Tuesday, September 4, 2012

The Pomodoro Technique

Pomodoro Timer
(photo found by googling)
I'm testing out the Pomodoro Technique today in an effort to be more efficient... which seems counter-intuitive, because the technique is to work for 25 minutes (a "pomodoro") and then take a 5 minute break. Every four pomodoros you take a 15 minute break. There's this great timer that I've been using (and it works well with Chrome, always an added bonus). The idea is that you're more productive when you get breaks, which is why the reports that things like Google's Pac-Man doodle wasted 4.7 billion hours aren't super accurate. And that Pac-Man doodle is fantastic.
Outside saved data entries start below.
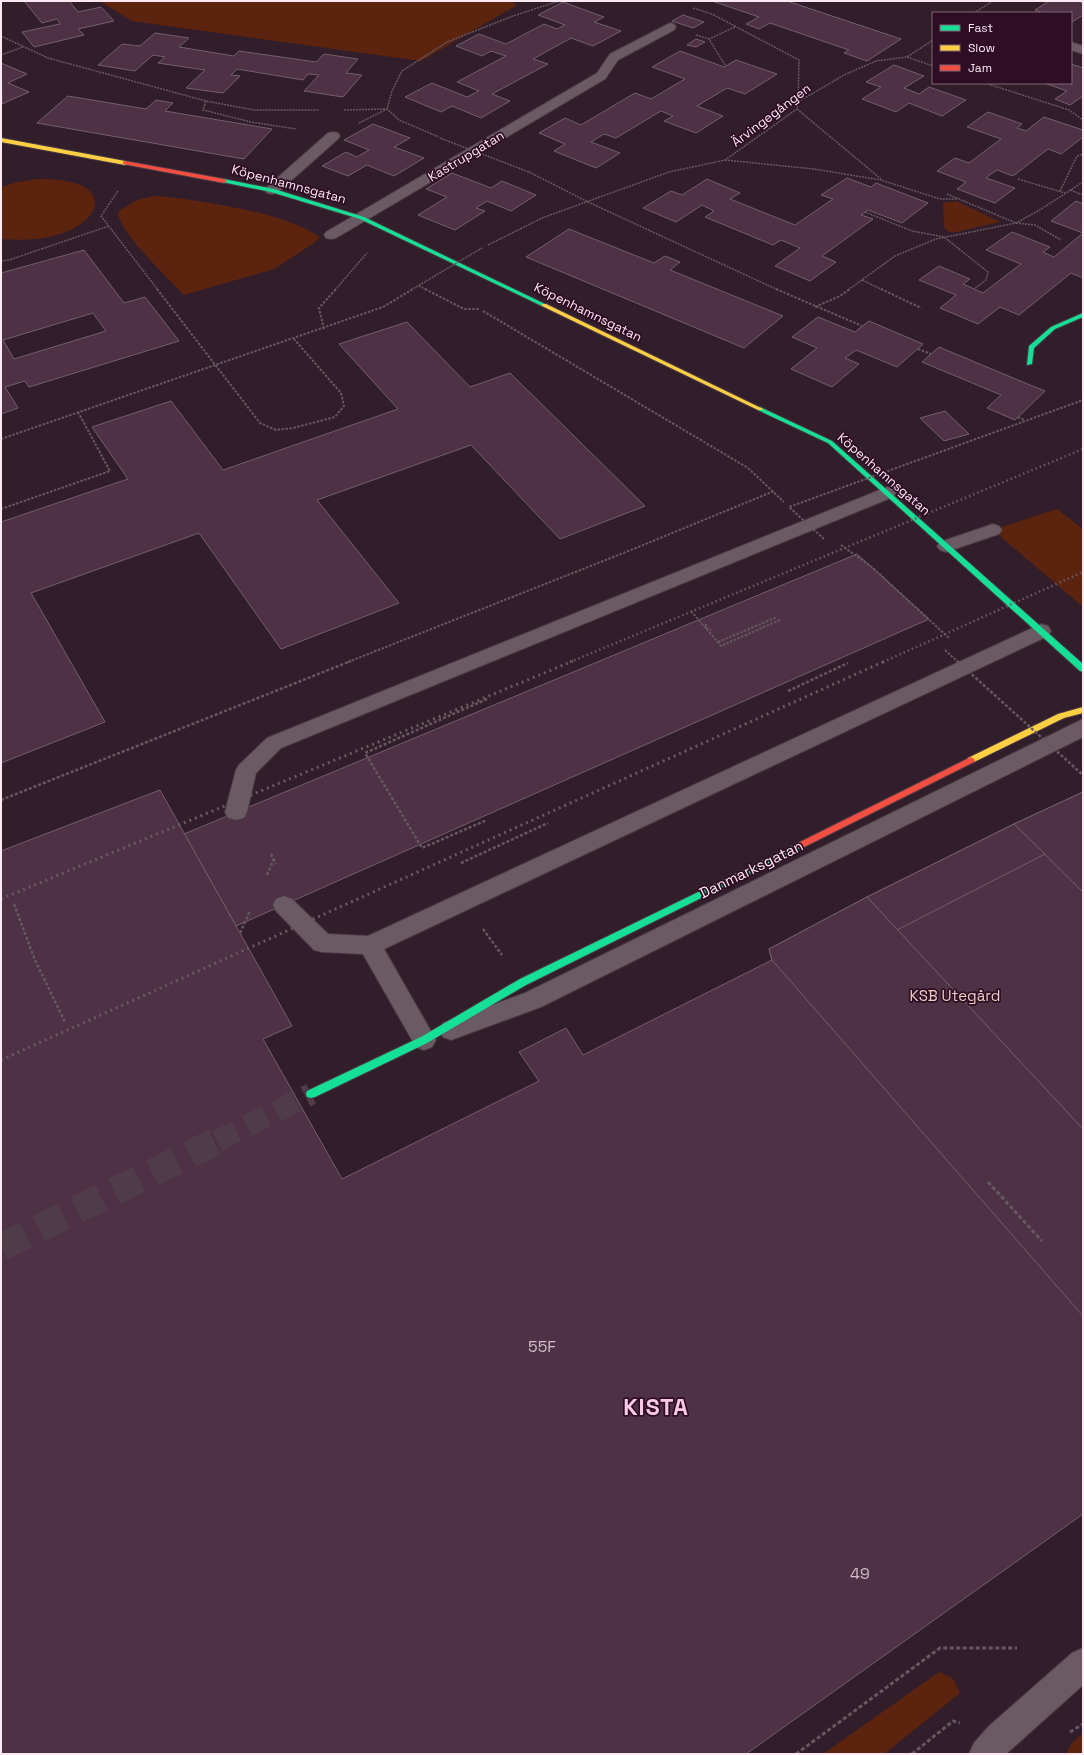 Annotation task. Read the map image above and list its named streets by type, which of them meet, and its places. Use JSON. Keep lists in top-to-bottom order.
{
  "streets": {
    "street": ["Kastrupgatan", "Köpenhamnsgatan", "Danmarksgatan"],
    "path": ["Ärvingegången"]
  },
  "crossings": [
    ["Kastrupgatan", "Köpenhamnsgatan"]
  ],
  "districts": ["KISTA"],
  "parks": ["KSB Utegård"],
  "house_numbers": ["55F", "49"],
  "legend": ["Fast", "Slow", "Jam"]
} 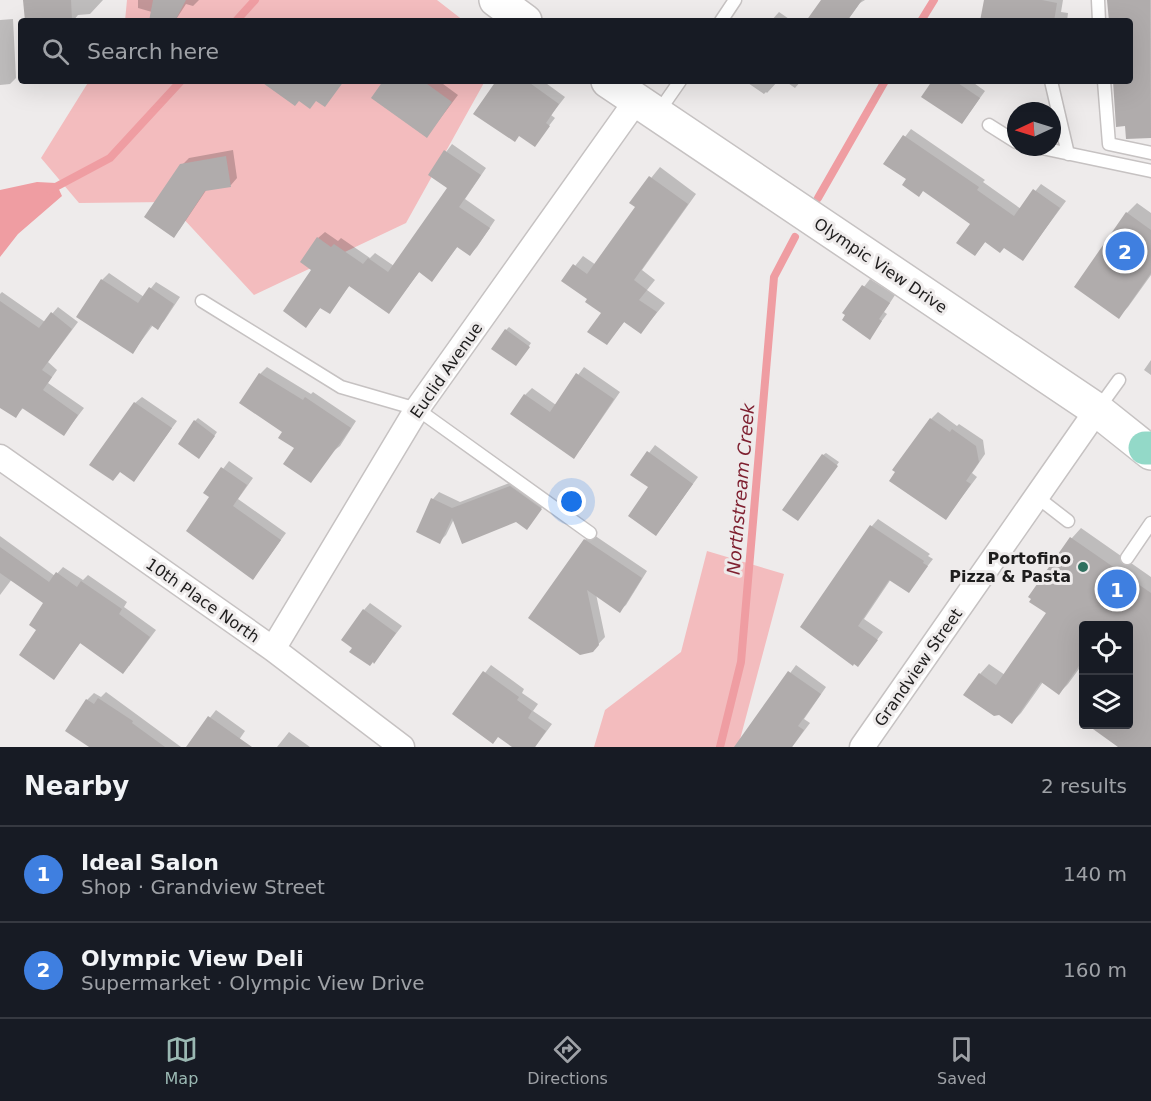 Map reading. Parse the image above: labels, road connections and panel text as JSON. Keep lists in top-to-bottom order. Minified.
{"streets":{"main road":["Olympic View Drive"],"street":["Euclid Avenue","10th Place North","Grandview Street"]},"crossings":[["Olympic View Drive","Euclid Avenue"],["Olympic View Drive","Grandview Street"],["Euclid Avenue","10th Place North"]],"water":["Northstream Creek"],"places":["Portofino Pizza & Pasta"],"north":"left","page":{"search":"Search here","pins":["2","1"],"heading":["Nearby","2 results"],"list":[{"mark":"1","name":"Ideal Salon","note":"Shop · Grandview Street","value":"140 m"},{"mark":"2","name":"Olympic View Deli","note":"Supermarket · Olympic View Drive","value":"160 m"}],"nav":["Map","Directions","Saved"]}}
According to Wikipedia, the technique is named for the Italian word for tomato because of the shape of creator Francesco Cirillo's timer. (Why would anyone have a tomato-shaped timer? My best guess is that it was because it was the eighties.)
So far, it's been kind of difficult sticking to the timer. It's not that I just want the breaks longer; I have a hard time stopping in the middle of whatever Excel spreadsheet or report I'm doing. I really just like to finish what I'm doing before I move on to something else. 
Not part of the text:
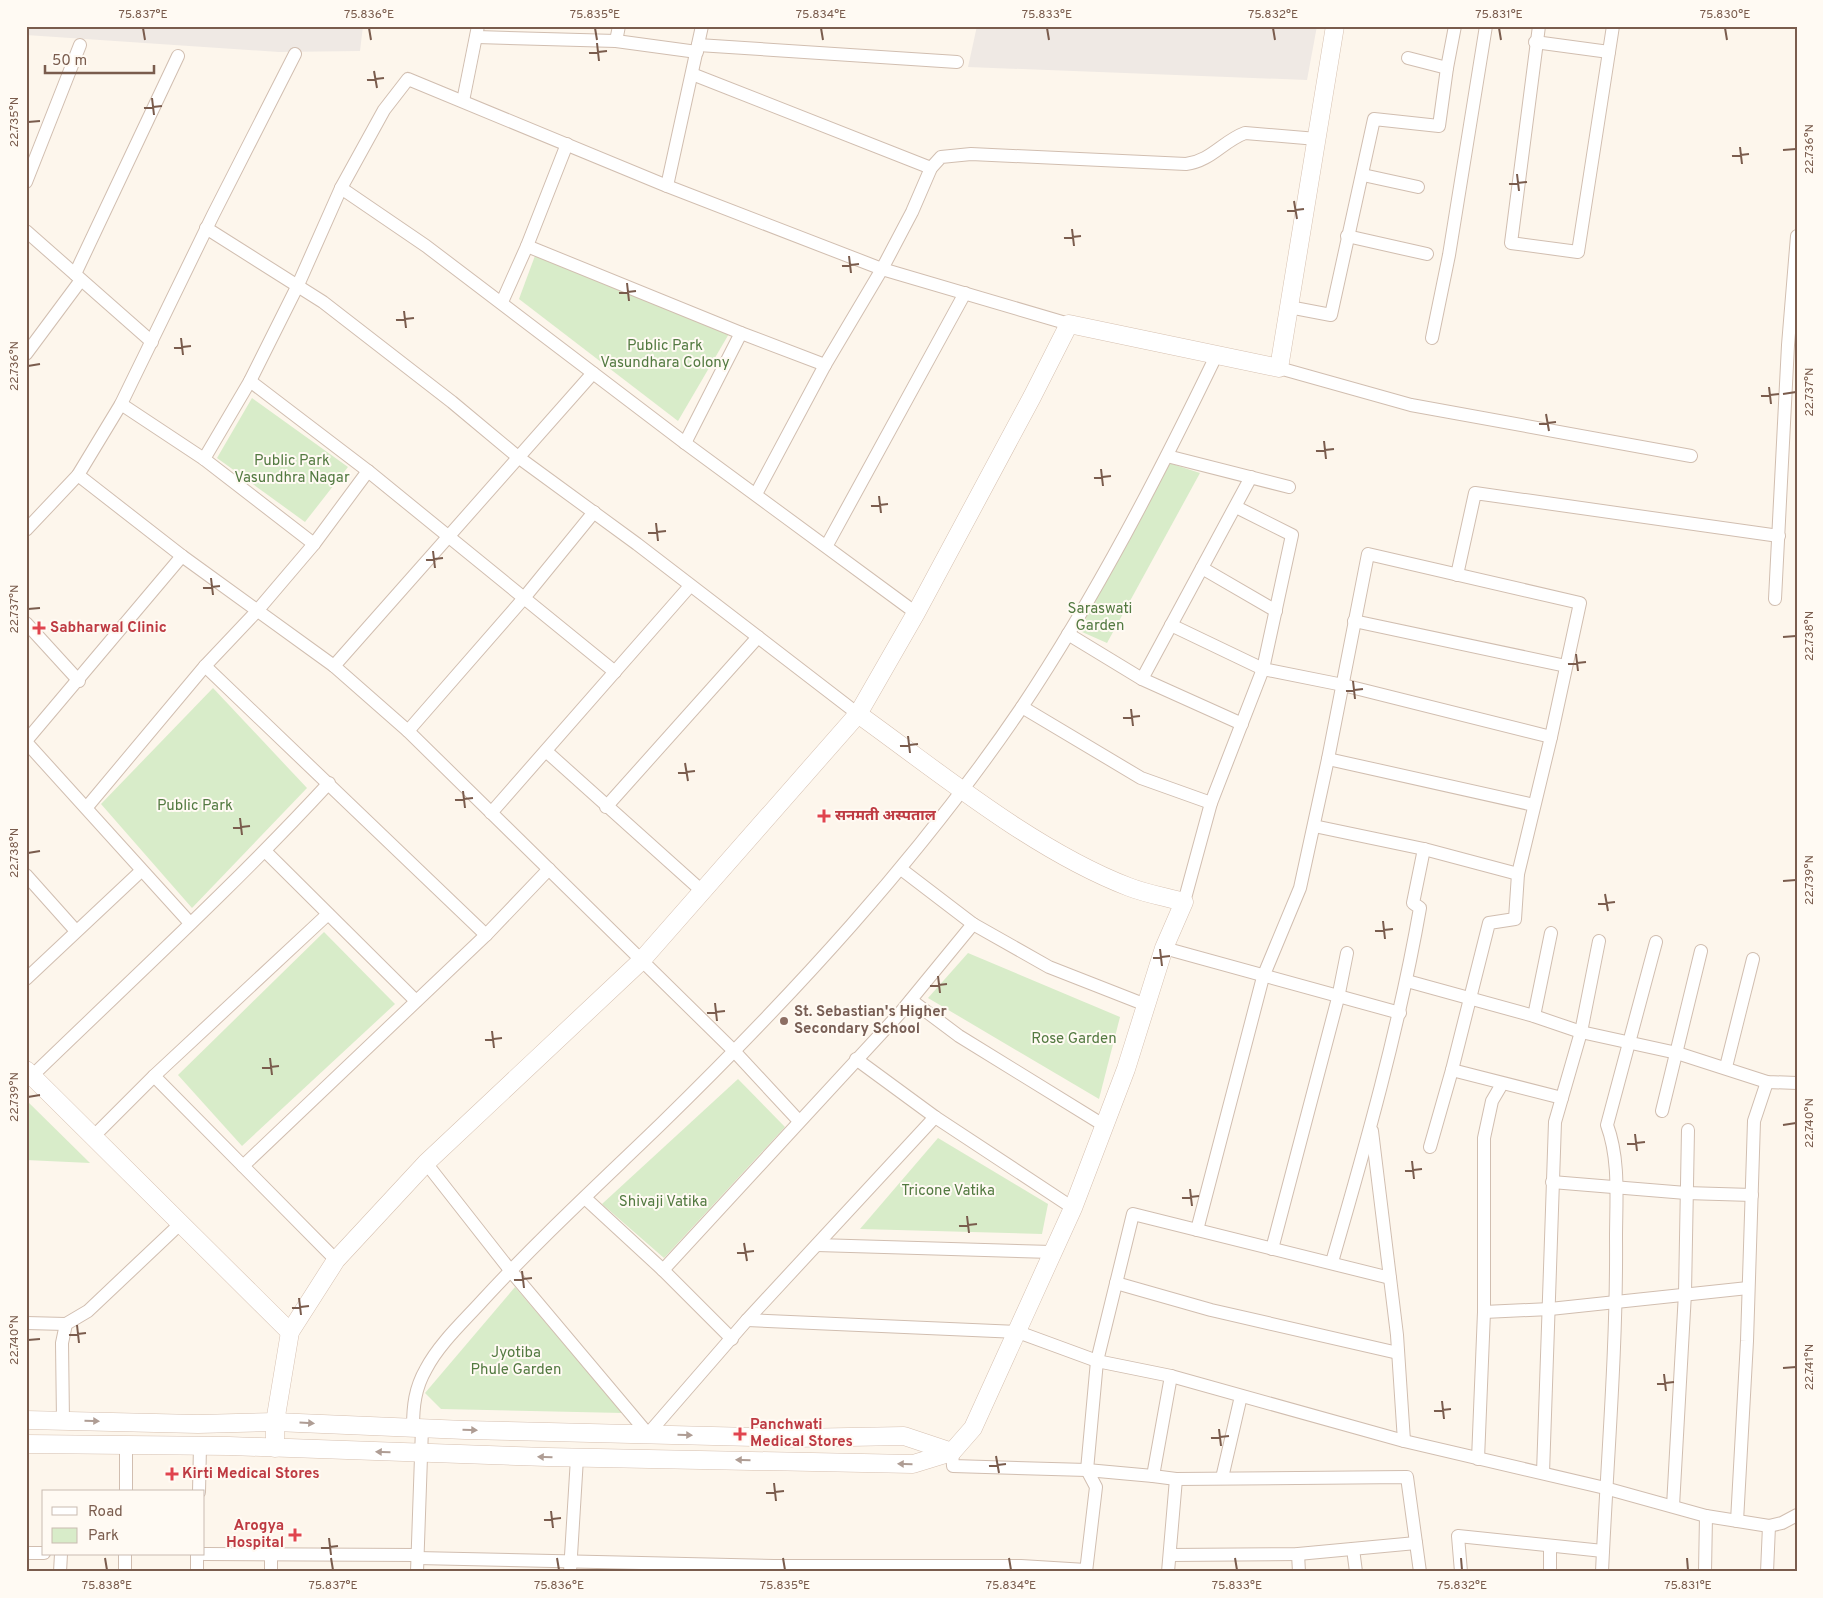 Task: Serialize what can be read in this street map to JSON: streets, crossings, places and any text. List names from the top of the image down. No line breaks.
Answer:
{"parks":["Public Park Vasundhara Colony","Public Park Vasundhra Nagar","Saraswati Garden","Public Park","Rose Garden","Tricone Vatika","Shivaji Vatika","Jyotiba Phule Garden"],"places":{"health":["Sabharwal Clinic","सनमती अस्पताल","Panchwati Medical Stores","Kirti Medical Stores","Arogya Hospital"],"other":["St. Sebastian's Higher Secondary School"]},"legend":["Road","Park"],"scale_bar":"50 m","coordinates":["75.837°E","75.836°E","75.835°E","75.834°E","75.833°E","75.832°E","75.831°E","75.830°E","22.735°N","22.736°N","22.737°N","22.738°N","22.739°N","22.740°N","22.741°N","75.838°E"]}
However, it's almost 2:00 and I have to say, I think I'm a little less burned out than I usually am by this time. (You know that 2:30 feeling?)
Fred the Dinosaur
I also drew a dinosaur. I think I'll name him Fred.
What did I do for my 5 minute breaks? Well, I was trying to use Google's Web Lab because it seemed pretty cool, but the loading time used up like half of my 5 minutes. So instead, I checked my news feed on Facebook, wrote this, played Pac-Man, read a few articles, watched The Dark Knight Meets the Avengers, and checked out what Shakespeare's plays would look like with cats instead of people (which is just what you'd expect). And some other stuff, but it must have been pretty mindless because I don't remember exactly what it was.
And, in case you were wondering, I got through my entire to-do list.